The report found that most people found guilty of charges of sexual offence were “let off leniently.” Cases range from molestation to physical abuse across various sports events. Many accused kept on training their victims for years, even after numerous complaints. The report claimed that many predators go away with a pay reduction for a month or an absent increment for a year.
It prompted Union Sports Minister, Kiren Rijiju, to direct SAI to speed up pending inquiries and address all complaints of sexual harassment within four weeks. He highlighted the Government policy of zero tolerance on sexual harassment in SAI institutes.
“There is zero tolerance for sexual harassment on SAI campuses. The inquiries that are underway will be speeded up.
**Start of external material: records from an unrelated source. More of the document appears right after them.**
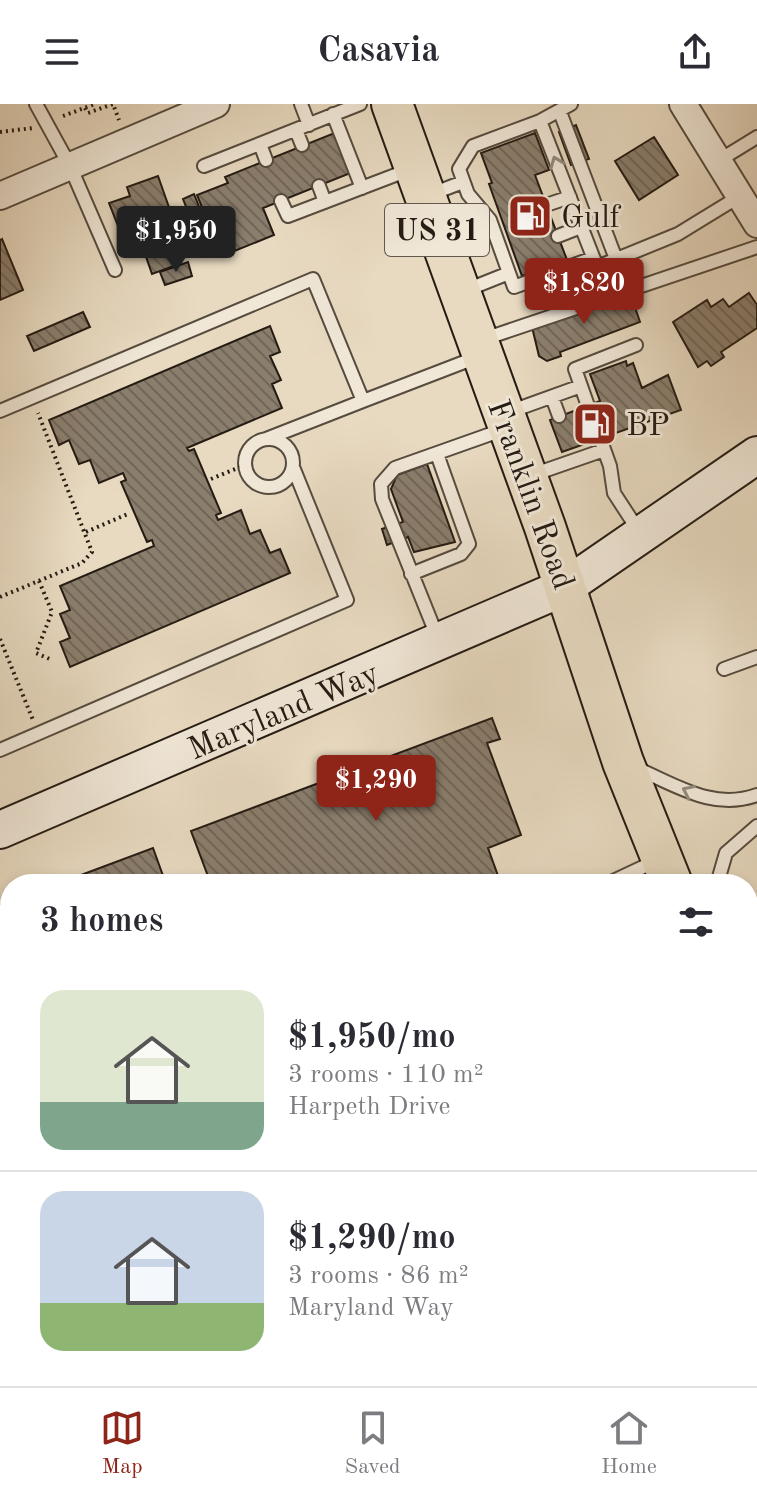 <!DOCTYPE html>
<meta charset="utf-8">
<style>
:root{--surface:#fff;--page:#f2f2f3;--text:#2b2b33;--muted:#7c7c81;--line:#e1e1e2;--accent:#8f2418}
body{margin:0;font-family:"Old Standard TT",serif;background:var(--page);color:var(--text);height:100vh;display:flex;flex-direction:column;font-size:30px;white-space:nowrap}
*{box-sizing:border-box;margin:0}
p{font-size:26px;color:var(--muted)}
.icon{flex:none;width:44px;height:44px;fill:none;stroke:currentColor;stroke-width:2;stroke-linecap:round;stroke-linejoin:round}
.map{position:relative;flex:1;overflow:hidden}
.side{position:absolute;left:0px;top:770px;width:758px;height:512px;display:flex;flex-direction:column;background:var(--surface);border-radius:32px 32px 0 0;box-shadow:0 4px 12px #0003}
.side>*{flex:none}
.price{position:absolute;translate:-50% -68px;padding:0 18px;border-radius:8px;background:var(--accent);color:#fff;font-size:26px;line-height:52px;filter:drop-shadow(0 2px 4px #0008)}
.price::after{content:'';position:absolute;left:50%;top:48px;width:24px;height:18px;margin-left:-12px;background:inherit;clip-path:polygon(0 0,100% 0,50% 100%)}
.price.on{background:#222;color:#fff}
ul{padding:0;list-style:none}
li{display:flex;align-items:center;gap:24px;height:200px;padding:0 40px}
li+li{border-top:2px solid var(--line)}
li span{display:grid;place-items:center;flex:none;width:224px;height:160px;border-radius:24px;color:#555}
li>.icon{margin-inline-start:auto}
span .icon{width:96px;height:96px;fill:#fffc;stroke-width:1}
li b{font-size:34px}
h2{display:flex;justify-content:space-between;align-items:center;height:96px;padding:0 40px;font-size:34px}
header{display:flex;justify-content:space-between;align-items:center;height:104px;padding:0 40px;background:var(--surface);font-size:36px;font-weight:700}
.tabs{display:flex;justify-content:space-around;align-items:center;height:112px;border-top:2px solid var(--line);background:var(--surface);font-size:22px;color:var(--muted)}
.tabs a{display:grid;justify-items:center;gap:4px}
.tabs .on{color:var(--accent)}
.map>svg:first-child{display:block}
.building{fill:url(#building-back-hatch);stroke:#241b13;stroke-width:2}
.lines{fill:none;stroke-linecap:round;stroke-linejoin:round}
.service-casing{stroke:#554b3e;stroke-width:16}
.minor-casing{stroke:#554b3e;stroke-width:30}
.secondary-casing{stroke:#241b13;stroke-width:40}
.primary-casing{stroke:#241b13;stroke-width:44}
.path{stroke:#241b13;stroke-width:4;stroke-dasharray:2 4;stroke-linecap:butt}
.service{stroke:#f0e7d7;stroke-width:12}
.minor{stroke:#f0e7d7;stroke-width:26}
.secondary{stroke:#f0e7d7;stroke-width:36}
.primary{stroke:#e8dac1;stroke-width:40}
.oneway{stroke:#948b7f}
.labels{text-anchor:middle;stroke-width:6;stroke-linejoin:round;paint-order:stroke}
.shield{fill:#f0e7d7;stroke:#61584e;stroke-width:2}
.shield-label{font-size:30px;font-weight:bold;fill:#241b13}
.poi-label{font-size:32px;fill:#241b13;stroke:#f0e7d7;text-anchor:start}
.street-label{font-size:32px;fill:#241b13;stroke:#f0e7d7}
</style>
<header><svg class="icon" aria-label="menu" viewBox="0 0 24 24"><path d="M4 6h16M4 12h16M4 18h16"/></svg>Casavia<svg class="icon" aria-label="share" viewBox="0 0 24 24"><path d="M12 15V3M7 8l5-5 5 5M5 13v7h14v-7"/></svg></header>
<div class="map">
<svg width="757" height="1282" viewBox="0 0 757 1282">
<defs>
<pattern id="building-back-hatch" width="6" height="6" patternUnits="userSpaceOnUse" patternTransform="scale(2)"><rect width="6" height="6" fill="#8a7e6d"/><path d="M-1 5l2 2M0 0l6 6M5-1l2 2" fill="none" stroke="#716658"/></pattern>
</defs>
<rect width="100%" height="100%" fill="#e8dac1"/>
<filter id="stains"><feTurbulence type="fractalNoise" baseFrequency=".0025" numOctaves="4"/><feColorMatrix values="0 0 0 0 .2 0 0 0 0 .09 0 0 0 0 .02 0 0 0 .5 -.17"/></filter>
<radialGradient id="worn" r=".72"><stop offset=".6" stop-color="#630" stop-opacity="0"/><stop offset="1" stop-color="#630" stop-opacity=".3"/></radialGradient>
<path class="building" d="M 576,21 L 589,55 L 571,61 L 559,28 Z
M 337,28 L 353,68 L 263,104 L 274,131 L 222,152 L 197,91 L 228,79 L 225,73 Z
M 535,29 L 549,66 L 535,71 L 567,156 L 522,172 L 489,80 L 492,79 L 481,49 Z
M 654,33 L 678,71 L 639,96 L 615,57 Z
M 158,72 L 184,146 L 170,151 L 174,162 L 152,170 L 144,147 L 130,152 L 109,99 L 130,92 L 127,83 Z
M 194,90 L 202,110 L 191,115 L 183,95 Z
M 2,135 L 23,186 L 0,196 L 0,136 Z
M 188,158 L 192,172 L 165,181 L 160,168 Z
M 630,189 L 640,218 L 560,248 L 561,252 L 547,257 L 539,252 L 532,223 Z
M 749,189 L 757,201 L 757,224 L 721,248 L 724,253 L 711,262 L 707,257 L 698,263 L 673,218 L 707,196 L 711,203 L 723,195 L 729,203 Z
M 83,208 L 90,223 L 34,247 L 27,232 Z
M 270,222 L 280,248 L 270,252 L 281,276 L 272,280 L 282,304 L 187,344 L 189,347 L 194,345 L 221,409 L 216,411 L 218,416 L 241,406 L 250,430 L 260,426 L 270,449 L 280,445 L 290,469 L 70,563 L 60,538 L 70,534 L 60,510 L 70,506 L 60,482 L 154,442 L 152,436 L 147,438 L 121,378 L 126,376 L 123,369 L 99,379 L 90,356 L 79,360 L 69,336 L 59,341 L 49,316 Z
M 626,257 L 627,262 L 633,259 L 642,284 L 668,271 L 681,306 L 562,348 L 550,316 L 600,297 L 590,270 Z
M 427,360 L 455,438 L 414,448 L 408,433 L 387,441 L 382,425 L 403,418 L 391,385 L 397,371 Z
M 492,614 L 500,635 L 487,639 L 521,731 L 488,744 L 501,780 L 211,780 L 191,727 Z
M 153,744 L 166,780 L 57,780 Z
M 10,797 L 10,1006 L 0,1009 L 0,801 Z
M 354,1272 L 480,1272 L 484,1282 L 357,1282 Z"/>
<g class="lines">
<g class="service-casing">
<path id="service" d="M 36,0 L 70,62 L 115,166
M 301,0 L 309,21
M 571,0 L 540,17 L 597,163 L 678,130 L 740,92
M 560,8 L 616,155
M 333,10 L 362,84
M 540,17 L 473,42 L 459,65 L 468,90 L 490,116 L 514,183 L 593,154
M 296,26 L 302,41
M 260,40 L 266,56
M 718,57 L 757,33
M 204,62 L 360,0
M 319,82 L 325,98
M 429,91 L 463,78
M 281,97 L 288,112 L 411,65
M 546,101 L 570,93
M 558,132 L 581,123
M 464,187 L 509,169
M 484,235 L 757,143
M 552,293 L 559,312
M 363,297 L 480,252
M 588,302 L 575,265 L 636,241
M 0,307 L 313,175 L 363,297 L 266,335
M 509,308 L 581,282
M 600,334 L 610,362 L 614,389 L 640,429
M245 359a24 24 0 1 1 48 0a24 24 0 1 1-48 0Z
M 532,371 L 604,346
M 411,470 L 461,450 L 469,440 L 437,350
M 437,532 L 382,395 L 381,380 L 395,364 L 505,325
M 724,565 L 757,553
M 0,646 L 347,496 L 293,363
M 636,664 C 676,681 713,707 757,691
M 607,780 L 658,756
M 717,780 L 726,749 L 757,722
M 0,1032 L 10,1058
M 1,1108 L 10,1133
M 748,1109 L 757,1109
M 748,1150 L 757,1143
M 0,1181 L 10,1178
M 748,1218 L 754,1216 L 757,1224
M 40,1272 L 43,1282
M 530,1272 L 534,1282
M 235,1282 L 249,1272
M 595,1282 L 593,1275 L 602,1272"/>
</g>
<g class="minor-casing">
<path id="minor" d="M 683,0 L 757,120
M 0,92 L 216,0"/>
</g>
<g class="secondary-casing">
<path id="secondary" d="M 0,726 L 565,483 L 757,351"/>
</g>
<g class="primary-casing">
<path id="primary" d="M 392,0 L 545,423 L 623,658 L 672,780
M 748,967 L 757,991"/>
</g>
<path class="path" d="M 85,4 L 88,9 L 113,0 L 119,16
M 63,12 L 95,0
M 0,28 L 33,24
M 211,375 L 245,361
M 86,428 L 130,409
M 39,477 L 52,508 L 36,549 L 52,556
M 0,493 L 82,459 L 92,448 L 38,309
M 0,535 L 33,616"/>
<use href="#service" class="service"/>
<use href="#minor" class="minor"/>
<use href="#secondary" class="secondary"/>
<use href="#primary" class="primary"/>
</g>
<defs><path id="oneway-chevron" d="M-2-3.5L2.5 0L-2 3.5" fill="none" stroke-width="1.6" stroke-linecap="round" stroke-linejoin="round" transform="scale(2)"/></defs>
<g class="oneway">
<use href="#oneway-chevron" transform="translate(556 58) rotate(-111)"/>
<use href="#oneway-chevron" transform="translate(688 687) rotate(-154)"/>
</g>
<defs>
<g id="fuel-square" transform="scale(2.3)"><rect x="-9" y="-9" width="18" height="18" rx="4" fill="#8f2418" stroke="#f0e7d7"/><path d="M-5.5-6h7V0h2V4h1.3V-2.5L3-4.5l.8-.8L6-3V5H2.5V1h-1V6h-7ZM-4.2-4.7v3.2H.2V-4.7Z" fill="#fff"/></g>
</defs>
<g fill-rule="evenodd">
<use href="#fuel-square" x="530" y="112"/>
<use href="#fuel-square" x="595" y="320"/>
</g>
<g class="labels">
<rect class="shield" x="385" y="100" width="104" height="52" rx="6"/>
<g class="shield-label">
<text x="437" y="136">US 31</text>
</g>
<g class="poi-label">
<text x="561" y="123">Gulf</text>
<text x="626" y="331">BP</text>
</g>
<g class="street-label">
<text transform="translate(532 390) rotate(70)" y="11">Franklin Road</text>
<text transform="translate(283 606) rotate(-23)" y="11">Maryland Way</text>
</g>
</g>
<rect width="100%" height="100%" filter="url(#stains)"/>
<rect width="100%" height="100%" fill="url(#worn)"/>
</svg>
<b class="price on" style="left:176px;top:170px">$1,950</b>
<b class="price" style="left:584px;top:222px">$1,820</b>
<b class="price" style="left:376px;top:719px">$1,290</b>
<section class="side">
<h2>3 homes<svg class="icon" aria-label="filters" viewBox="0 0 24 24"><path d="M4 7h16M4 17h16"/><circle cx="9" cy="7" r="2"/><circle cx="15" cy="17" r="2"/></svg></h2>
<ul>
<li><span style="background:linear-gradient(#dfe7d0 70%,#7fa58c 0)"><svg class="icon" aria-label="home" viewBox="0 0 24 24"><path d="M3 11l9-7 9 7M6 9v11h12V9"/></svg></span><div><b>$1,950/mo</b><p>3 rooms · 110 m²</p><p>Harpeth Drive</p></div></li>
<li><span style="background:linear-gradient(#c9d6e8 70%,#8fb573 0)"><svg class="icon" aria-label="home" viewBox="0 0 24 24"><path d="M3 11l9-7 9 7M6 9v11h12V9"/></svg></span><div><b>$1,290/mo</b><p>3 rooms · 86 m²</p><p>Maryland Way</p></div></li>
</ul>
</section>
</div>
<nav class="tabs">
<a class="on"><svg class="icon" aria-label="map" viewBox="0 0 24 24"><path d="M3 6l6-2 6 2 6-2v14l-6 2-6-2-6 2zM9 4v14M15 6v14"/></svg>Map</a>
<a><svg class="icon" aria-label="saved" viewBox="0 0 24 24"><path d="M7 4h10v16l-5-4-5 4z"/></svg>Saved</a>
<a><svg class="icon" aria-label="home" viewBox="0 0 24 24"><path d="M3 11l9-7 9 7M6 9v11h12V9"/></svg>Home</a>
</nav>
I have directed that all pending cases will be disposed within the next four weeks,” Kiren Rijiju said in a statement.
Rijiju conceded that the responsibility of providing a safe environment to both male and female athletes lies with the SAI. He vowed to make the existing system more robust with respect to dealing with sexual harassment complaints.
Reacting to the Indian Express Report, SAI has claimed that “substantive deterrents” are already in place and that sexual harassment on campus is not rampant. Having said that, the administration acknowledged the need to make punishments harsher for those found guilty of sexual offences.
35 complaints have been received between 2011 and 2019, suggests official SAI records. 15 cases still have pending inquiries whereas punishment has been handed out to the accused in 13 cases, while inquiry is in progress in 15 cases.
2 accused were acquitted by a court while one complaint was withdrawn. One accused committed suicide whereas three cases turned out to be fake. A total of 27 cases were filed by athletes against their coaches.
Sports Authority of India has a standard procedure to deal with complaints alleging sexual harassment. The first step, as per norm, is the setup of an Internal Complaint Committee with a senior lady as chairperson. Women should constitute the majority in the committee.
The panel should also include members of NGOs. Second, the accused official or coached is transferred to another place so that the complainant is not threatened or intimidated. Third, various workshops are conducted in several local languages to sensitise trainees about sexual harassment. Call centres are in operation wherein sportspersons can directly reach for help over the phone. Lastly, SAI has 12 regional committees to deal with complaints.